CVE-2023-3167: 
WordPress vulnerability analysis and mitigation

The Mail Queue plugin for WordPress (versions up to and including 1.1) contains a Stored Cross-Site Scripting vulnerability (CVE-2023-3167) that was discovered in July 2023. The vulnerability exists due to insufficient input sanitization and output escaping in the email subject field (NVD, Wordfence).

The vulnerability has been assigned a CVSS v3.1 base score of 6.1 (Medium) by NIST with vector string CVSS:3.1/AV:N/AC:L/PR:N/UI:R/S:C/C:L/I:L/A:N, while Wordfence assessed it at 7.2 (High) with vector string CVSS:3.1/AV:N/AC:L/PR:N/UI:N/S:C/C:L/I:L/A:N. The vulnerability stems from improper sanitization of email subject fields, allowing for the injection of malicious scripts (NVD).

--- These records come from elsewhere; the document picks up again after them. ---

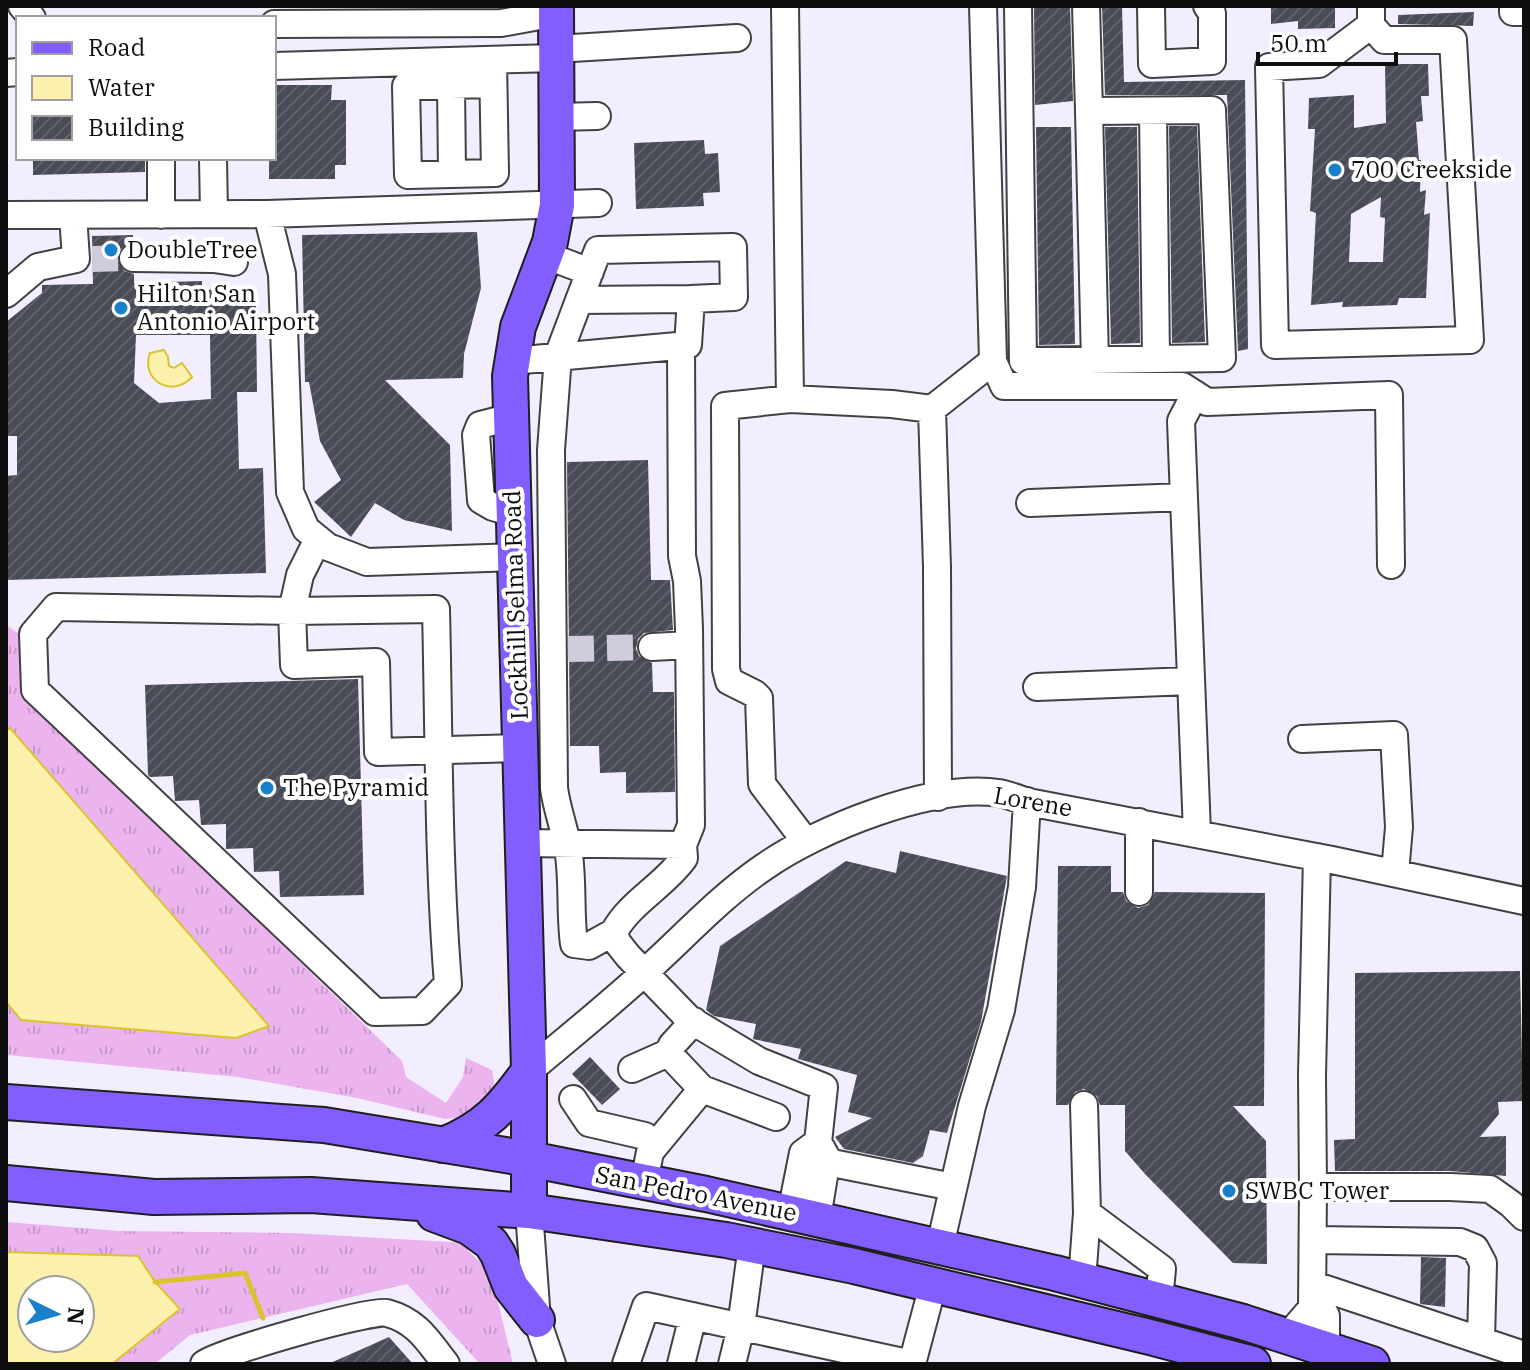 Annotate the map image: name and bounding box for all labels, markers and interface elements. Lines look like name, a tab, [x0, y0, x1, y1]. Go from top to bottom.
legend	[16, 16, 276, 160]
scale bar	[1258, 16, 1396, 66]
text: 50 m	[1270, 27, 1327, 59]
text: Road	[88, 31, 145, 63]
text: Water	[88, 71, 155, 103]
text: Building	[88, 111, 184, 143]
place label: 700 Creekside	[1351, 153, 1512, 185]
marker: 700 Creekside	[1326, 161, 1344, 179]
place label: DoubleTree	[127, 233, 258, 265]
marker: DoubleTree	[102, 241, 120, 259]
place label: Hilton San Antonio Airport	[137, 277, 315, 337]
marker: Hilton San Antonio Airport	[112, 299, 130, 317]
street label: Lockhill Selma Road	[495, 490, 535, 720]
place label: The Pyramid	[283, 771, 429, 803]
street label: Lorene	[991, 778, 1075, 824]
marker: The Pyramid	[258, 779, 276, 797]
street label: San Pedro Avenue	[593, 1158, 800, 1228]
place label: SWBC Tower	[1245, 1174, 1390, 1206]
marker: SWBC Tower	[1220, 1182, 1238, 1200]
north arrow	[16, 1274, 96, 1354]
text: N	[61, 1306, 92, 1326] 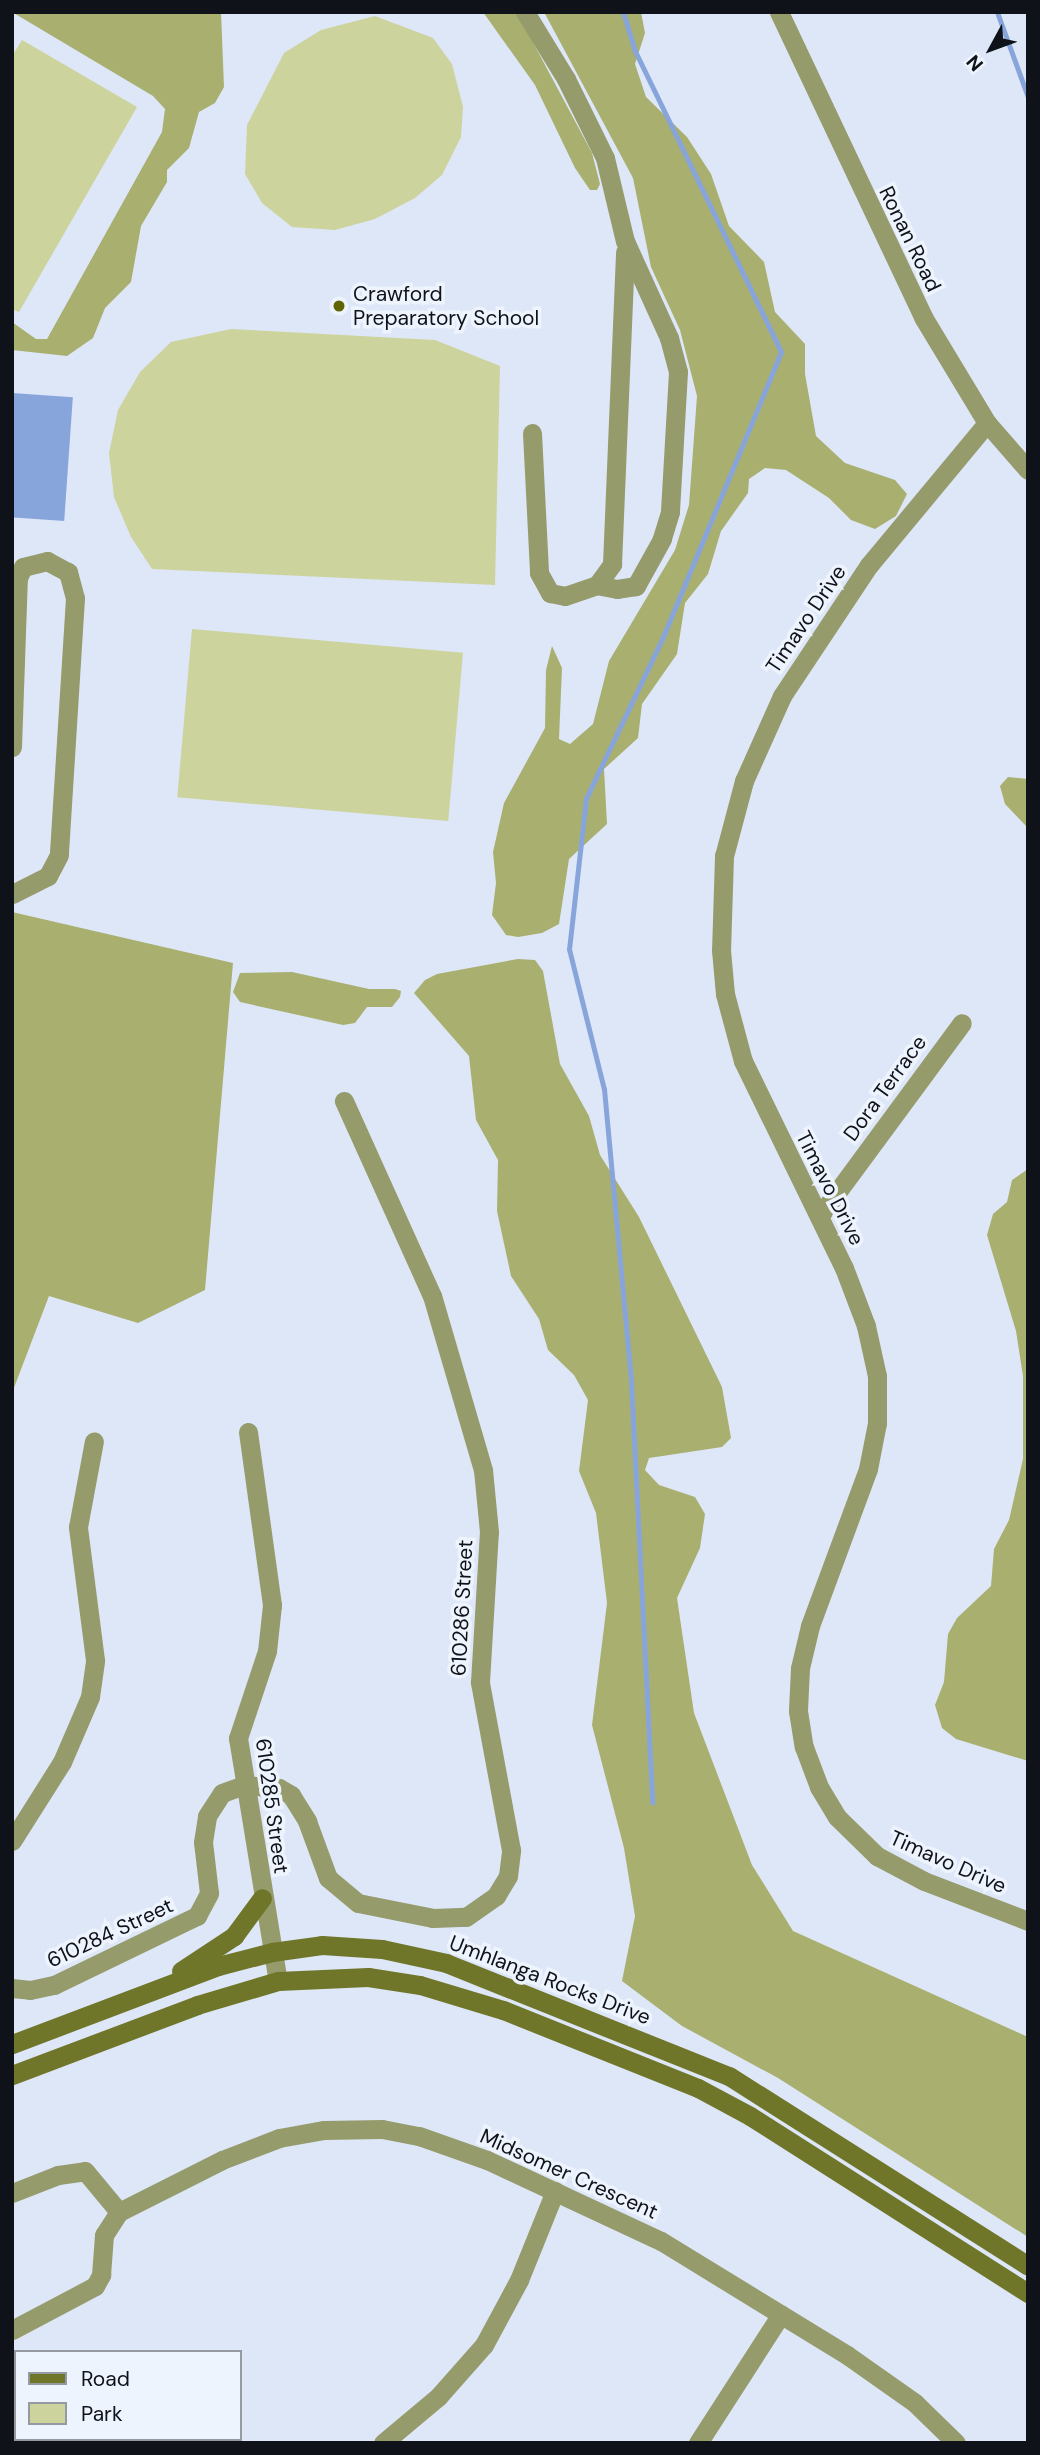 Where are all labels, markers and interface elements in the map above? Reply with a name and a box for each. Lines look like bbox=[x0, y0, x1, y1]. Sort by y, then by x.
north arrow bbox=[956, 14, 1026, 84]
text: N bbox=[961, 50, 989, 77]
street label: Ronan Road bbox=[874, 182, 946, 296]
place label: Crawford Preparatory School bbox=[353, 281, 539, 331]
marker: Crawford Preparatory School bbox=[331, 298, 347, 314]
street label: Timavo Drive bbox=[761, 560, 851, 678]
street label: Dora Terrace bbox=[838, 1030, 932, 1146]
street label: Timavo Drive bbox=[790, 1127, 870, 1249]
street label: 610286 Street bbox=[446, 1539, 478, 1677]
street label: 610285 Street bbox=[250, 1737, 294, 1875]
street label: Timavo Drive bbox=[886, 1825, 1010, 1899]
street label: 610284 Street bbox=[43, 1893, 177, 1973]
street label: Umhlanga Rocks Drive bbox=[446, 1930, 654, 2030]
street label: Midsomer Crescent bbox=[476, 2123, 662, 2225]
legend bbox=[14, 2350, 242, 2441]
text: Road bbox=[81, 2365, 130, 2393]
text: Park bbox=[81, 2400, 122, 2428] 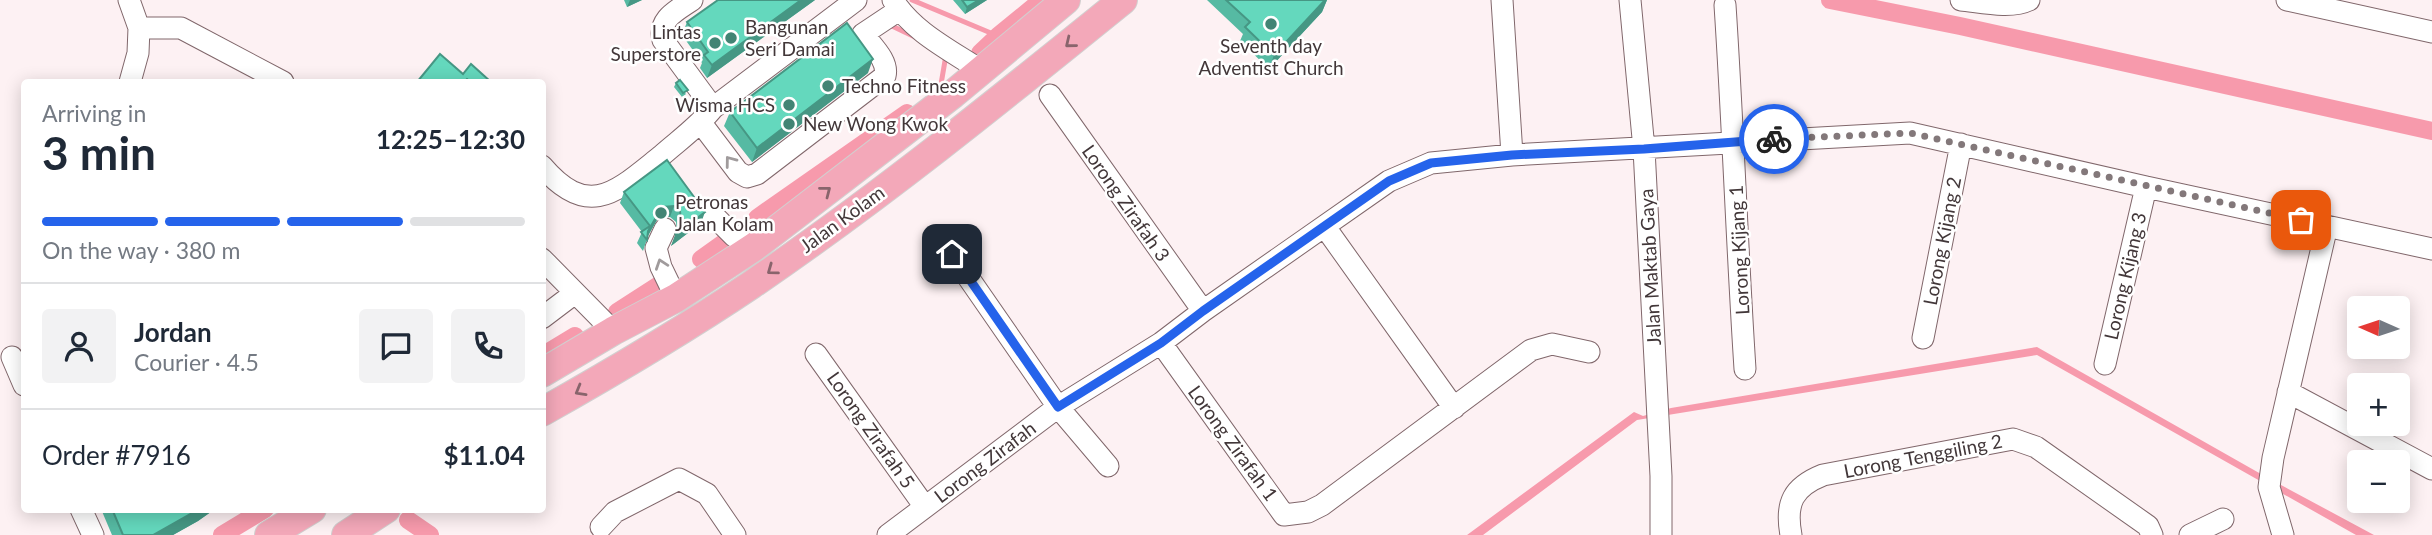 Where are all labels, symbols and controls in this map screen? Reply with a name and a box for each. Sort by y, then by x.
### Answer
place label: Bangunan Seri Damai [745,15,835,60]
marker: Seventh day Adventist Church [1263,16,1279,32]
place label: Lintas Superstore [610,20,701,65]
marker: Bangunan Seri Damai [723,30,739,46]
place label: Seventh day Adventist Church [1198,34,1344,79]
marker: Lintas Superstore [707,35,723,51]
one-way arrow [1065,35,1078,47]
place label: Techno Fitness [842,74,966,97]
marker: Techno Fitness [820,78,836,94]
place label: Wisma HCS [675,93,775,116]
marker: Wisma HCS [781,97,797,113]
text: Arriving in [42,99,146,127]
courier [1739,104,1809,174]
place label: New Wong Kwok [803,112,948,135]
marker: New Wong Kwok [781,116,797,132]
icon: bike [1755,120,1793,158]
text: 12:25–12:30 [376,123,525,155]
text: 3 min [42,125,156,180]
street label: Lorong Zirafah 3 [1078,140,1175,265]
one-way arrow [726,156,739,169]
street label: Lorong Kijang 2 [1918,175,1965,307]
street label: Jalan Kolam [795,180,888,257]
street label: Lorong Kijang 1 [1724,185,1753,316]
one-way arrow [819,187,831,200]
street label: Jalan Maktab Gaya [1634,188,1665,346]
place label: Petronas Jalan Kolam [675,190,774,235]
pin [2271,190,2331,250]
icon: bag [2282,201,2320,239]
marker: Petronas Jalan Kolam [653,205,669,221]
street label: Lorong Kijang 3 [2099,210,2150,342]
pin [922,224,982,284]
icon: home [933,235,971,273]
text: On the way · 380 m [42,236,241,264]
one-way arrow [655,258,669,270]
one-way arrow [767,262,780,274]
north arrow [2347,296,2410,359]
map controls [2347,296,2410,513]
button: person [42,309,116,383]
button: chat [359,309,433,383]
button: phone [451,309,525,383]
text: Jordan [134,316,212,348]
text: Courier · 4.5 [134,348,259,376]
street label: Lorong Zirafah 5 [823,367,920,492]
button: + [2347,373,2410,436]
street label: Lorong Zirafah 1 [1184,381,1283,505]
one-way arrow [574,383,587,396]
street label: Lorong Zirafah [929,416,1040,507]
street label: Lorong Tenggiling 2 [1842,429,2004,482]
text: Order #7916 [42,439,191,471]
text: $11.04 [443,439,525,471]
button: − [2347,450,2410,513]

When exploited, this vulnerability allows unauthenticated attackers to inject arbitrary web scripts that execute whenever a user accesses an affected page. This can lead to potential data theft, session hijacking, or other malicious actions performed in the context of the victim's browser (NVD).

Users of the Mail Queue plugin should update to a version newer than 1.1 which contains patches for this vulnerability. The fix was implemented through improved input sanitization and output escaping mechanisms (Wordfence).